WHAT YOU HAVE TO DO: Go to the line below containing "Extract the structured data from the" and print exactly from there through the line containing "Dump the readable content of the image", both included. Print nothing else.

-- Opening Marker --

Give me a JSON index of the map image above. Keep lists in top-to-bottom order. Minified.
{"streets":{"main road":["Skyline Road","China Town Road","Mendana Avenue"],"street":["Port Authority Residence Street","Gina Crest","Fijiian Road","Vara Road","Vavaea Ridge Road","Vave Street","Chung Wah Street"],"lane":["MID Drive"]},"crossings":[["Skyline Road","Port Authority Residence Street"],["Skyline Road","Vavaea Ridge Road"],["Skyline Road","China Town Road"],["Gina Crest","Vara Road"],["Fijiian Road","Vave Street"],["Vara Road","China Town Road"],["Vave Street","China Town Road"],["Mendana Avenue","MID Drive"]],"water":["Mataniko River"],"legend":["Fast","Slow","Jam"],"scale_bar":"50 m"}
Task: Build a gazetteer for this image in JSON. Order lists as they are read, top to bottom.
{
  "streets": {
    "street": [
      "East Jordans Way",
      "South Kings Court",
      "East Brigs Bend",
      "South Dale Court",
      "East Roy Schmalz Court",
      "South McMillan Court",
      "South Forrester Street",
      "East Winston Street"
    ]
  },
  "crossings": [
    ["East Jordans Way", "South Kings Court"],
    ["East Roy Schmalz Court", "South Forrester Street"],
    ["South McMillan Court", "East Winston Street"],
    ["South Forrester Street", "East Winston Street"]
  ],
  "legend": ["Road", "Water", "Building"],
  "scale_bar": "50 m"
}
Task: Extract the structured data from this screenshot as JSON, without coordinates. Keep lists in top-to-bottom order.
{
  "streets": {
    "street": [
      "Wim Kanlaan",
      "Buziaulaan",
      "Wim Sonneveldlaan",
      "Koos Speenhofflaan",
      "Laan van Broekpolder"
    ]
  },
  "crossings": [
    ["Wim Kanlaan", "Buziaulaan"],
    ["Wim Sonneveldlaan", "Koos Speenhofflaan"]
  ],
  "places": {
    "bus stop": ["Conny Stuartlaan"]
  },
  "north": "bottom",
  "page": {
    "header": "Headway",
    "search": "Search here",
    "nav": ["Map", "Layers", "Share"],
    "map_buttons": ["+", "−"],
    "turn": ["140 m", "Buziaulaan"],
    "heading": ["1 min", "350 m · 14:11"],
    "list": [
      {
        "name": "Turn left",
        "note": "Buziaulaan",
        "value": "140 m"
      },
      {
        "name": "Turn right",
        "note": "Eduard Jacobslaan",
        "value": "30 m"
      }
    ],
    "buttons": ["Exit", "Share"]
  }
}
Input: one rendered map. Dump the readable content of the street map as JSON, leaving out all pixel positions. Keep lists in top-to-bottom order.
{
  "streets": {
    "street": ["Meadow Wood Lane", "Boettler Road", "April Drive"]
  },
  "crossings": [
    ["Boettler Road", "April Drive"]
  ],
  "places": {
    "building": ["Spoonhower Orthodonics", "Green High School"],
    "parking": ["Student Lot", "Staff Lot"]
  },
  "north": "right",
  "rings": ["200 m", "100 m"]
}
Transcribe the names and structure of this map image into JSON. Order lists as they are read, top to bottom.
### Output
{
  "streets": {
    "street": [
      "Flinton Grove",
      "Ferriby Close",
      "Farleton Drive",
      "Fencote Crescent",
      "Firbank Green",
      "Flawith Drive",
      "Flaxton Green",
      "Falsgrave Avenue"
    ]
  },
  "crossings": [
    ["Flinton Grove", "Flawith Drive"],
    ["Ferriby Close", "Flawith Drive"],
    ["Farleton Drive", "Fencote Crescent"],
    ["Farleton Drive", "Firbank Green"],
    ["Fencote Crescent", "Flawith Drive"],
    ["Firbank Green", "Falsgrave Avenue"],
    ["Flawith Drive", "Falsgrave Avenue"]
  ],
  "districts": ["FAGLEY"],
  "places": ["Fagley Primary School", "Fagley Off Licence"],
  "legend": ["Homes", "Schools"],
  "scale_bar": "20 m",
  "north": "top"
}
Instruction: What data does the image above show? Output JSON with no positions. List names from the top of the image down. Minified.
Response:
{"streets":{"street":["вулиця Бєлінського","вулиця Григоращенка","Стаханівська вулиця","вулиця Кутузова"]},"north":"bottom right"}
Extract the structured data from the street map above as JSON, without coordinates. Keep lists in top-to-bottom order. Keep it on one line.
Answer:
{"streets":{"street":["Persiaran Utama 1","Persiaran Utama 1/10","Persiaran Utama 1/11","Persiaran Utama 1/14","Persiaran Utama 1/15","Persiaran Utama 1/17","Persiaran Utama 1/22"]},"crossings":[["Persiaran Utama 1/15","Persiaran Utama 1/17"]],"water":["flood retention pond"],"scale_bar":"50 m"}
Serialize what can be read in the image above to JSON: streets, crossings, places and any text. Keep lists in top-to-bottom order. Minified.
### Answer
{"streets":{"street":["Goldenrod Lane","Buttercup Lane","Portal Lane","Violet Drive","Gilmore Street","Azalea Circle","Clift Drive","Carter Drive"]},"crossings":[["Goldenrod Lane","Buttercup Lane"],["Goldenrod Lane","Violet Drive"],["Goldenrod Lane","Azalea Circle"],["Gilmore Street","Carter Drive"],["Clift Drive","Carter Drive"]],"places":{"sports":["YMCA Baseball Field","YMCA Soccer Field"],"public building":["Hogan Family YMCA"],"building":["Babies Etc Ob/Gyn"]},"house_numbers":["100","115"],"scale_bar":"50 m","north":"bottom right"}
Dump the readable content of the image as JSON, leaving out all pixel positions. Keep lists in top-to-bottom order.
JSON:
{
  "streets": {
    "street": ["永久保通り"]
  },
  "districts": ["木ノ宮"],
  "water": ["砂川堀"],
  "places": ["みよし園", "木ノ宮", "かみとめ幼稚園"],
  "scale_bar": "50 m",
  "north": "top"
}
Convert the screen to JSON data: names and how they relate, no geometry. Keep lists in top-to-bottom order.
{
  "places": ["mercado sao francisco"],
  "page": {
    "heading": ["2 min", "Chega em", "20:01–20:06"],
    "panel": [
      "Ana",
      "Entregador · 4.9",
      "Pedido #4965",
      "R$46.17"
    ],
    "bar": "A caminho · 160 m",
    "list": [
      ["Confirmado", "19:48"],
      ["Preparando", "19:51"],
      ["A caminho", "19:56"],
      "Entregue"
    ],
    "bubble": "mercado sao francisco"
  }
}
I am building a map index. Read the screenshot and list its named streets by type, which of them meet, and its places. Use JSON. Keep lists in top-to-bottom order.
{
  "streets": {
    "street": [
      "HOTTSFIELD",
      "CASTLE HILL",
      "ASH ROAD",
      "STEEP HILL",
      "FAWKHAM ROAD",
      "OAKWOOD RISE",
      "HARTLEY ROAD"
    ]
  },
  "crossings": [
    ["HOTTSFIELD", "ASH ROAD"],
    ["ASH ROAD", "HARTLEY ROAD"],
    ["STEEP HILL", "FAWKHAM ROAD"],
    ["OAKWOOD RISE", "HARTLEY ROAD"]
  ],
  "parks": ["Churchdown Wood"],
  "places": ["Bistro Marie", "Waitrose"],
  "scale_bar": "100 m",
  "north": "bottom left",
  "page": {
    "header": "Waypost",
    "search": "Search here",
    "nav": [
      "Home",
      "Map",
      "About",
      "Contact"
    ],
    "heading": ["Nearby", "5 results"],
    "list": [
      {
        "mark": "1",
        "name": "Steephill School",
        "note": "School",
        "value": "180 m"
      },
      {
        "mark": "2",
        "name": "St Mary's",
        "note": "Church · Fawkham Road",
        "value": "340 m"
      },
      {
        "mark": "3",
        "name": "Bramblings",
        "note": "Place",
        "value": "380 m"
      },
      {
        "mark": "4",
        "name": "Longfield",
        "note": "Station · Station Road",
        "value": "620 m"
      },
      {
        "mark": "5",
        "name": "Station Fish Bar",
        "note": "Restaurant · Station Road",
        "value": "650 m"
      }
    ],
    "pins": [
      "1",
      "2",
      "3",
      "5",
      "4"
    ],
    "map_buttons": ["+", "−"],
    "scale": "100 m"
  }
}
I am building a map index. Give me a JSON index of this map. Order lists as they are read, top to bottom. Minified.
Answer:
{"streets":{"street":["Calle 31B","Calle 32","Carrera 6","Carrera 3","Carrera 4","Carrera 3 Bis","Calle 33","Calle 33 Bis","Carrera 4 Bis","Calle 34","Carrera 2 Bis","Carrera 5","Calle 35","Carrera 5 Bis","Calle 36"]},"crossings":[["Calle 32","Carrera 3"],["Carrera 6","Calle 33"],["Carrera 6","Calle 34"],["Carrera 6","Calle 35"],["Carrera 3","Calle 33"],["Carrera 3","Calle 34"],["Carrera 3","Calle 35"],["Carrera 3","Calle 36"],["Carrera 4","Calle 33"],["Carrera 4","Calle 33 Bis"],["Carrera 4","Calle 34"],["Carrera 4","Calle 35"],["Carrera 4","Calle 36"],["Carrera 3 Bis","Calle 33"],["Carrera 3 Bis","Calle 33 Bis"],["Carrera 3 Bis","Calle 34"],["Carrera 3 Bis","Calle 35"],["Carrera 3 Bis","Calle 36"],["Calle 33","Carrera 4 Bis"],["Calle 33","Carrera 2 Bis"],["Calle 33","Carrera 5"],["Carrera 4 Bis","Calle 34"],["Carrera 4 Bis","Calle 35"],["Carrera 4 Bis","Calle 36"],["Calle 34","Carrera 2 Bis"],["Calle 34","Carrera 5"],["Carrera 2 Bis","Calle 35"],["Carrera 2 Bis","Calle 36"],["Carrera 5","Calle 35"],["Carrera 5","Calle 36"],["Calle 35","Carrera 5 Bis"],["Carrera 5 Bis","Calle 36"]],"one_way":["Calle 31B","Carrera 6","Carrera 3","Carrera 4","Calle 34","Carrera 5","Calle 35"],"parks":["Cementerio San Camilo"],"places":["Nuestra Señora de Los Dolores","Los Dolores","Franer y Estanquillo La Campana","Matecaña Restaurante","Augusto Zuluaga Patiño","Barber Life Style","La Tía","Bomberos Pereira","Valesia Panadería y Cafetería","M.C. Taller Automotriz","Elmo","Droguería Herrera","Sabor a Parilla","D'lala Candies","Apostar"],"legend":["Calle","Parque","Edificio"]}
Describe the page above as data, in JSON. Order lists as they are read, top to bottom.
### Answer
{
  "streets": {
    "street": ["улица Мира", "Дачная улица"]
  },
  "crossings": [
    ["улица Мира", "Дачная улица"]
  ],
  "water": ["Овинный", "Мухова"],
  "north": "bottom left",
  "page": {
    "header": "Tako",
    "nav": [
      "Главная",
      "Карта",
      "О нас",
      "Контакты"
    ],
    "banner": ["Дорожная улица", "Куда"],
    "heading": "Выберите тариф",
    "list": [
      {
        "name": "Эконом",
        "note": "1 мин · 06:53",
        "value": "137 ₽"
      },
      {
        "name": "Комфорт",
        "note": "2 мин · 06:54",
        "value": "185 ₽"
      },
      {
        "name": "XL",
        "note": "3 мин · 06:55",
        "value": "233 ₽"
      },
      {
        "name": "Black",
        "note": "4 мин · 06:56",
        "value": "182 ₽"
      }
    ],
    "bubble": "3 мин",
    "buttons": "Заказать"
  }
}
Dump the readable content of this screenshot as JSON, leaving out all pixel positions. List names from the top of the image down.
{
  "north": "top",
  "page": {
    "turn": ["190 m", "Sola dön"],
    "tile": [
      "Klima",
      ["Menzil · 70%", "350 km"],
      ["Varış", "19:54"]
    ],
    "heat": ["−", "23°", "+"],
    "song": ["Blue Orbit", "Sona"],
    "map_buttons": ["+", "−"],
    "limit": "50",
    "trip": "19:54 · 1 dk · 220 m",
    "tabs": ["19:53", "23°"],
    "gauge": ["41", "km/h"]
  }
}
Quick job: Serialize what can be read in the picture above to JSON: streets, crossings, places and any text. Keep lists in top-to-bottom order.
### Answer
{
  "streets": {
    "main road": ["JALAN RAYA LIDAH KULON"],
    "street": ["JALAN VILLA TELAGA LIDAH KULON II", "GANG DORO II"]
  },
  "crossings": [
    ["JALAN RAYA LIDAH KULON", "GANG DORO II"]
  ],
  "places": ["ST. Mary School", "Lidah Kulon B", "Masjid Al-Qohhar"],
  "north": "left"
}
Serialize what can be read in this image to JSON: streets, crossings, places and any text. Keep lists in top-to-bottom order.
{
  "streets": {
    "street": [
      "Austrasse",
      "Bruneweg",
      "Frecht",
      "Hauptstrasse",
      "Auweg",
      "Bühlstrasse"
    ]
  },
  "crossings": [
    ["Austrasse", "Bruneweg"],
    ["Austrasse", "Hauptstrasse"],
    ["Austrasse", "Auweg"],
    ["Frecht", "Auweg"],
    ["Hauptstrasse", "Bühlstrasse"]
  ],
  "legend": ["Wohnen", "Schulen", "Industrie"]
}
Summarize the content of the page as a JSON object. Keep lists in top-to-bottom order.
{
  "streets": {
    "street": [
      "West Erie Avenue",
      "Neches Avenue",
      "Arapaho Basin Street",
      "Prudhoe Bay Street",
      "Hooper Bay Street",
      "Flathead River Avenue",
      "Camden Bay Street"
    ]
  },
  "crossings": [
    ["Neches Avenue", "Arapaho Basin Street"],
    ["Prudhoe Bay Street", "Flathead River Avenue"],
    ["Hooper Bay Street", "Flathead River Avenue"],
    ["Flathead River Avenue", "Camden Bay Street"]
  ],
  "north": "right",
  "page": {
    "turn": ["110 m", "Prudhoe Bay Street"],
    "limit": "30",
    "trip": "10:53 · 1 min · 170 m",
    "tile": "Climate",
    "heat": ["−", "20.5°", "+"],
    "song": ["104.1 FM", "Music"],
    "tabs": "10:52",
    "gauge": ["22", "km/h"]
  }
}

-- Closing Marker --

EXERCISE SOLUTION:
Extract the structured data from the street map above as JSON, without coordinates. Keep lists in top-to-bottom order. Keep it on one line.
Answer:
{"streets":{"street":["Persiaran Utama 1","Persiaran Utama 1/10","Persiaran Utama 1/11","Persiaran Utama 1/14","Persiaran Utama 1/15","Persiaran Utama 1/17","Persiaran Utama 1/22"]},"crossings":[["Persiaran Utama 1/15","Persiaran Utama 1/17"]],"water":["flood retention pond"],"scale_bar":"50 m"}
Serialize what can be read in the image above to JSON: streets, crossings, places and any text. Keep lists in top-to-bottom order. Minified.
### Answer
{"streets":{"street":["Goldenrod Lane","Buttercup Lane","Portal Lane","Violet Drive","Gilmore Street","Azalea Circle","Clift Drive","Carter Drive"]},"crossings":[["Goldenrod Lane","Buttercup Lane"],["Goldenrod Lane","Violet Drive"],["Goldenrod Lane","Azalea Circle"],["Gilmore Street","Carter Drive"],["Clift Drive","Carter Drive"]],"places":{"sports":["YMCA Baseball Field","YMCA Soccer Field"],"public building":["Hogan Family YMCA"],"building":["Babies Etc Ob/Gyn"]},"house_numbers":["100","115"],"scale_bar":"50 m","north":"bottom right"}
Dump the readable content of the image as JSON, leaving out all pixel positions. Keep lists in top-to-bottom order.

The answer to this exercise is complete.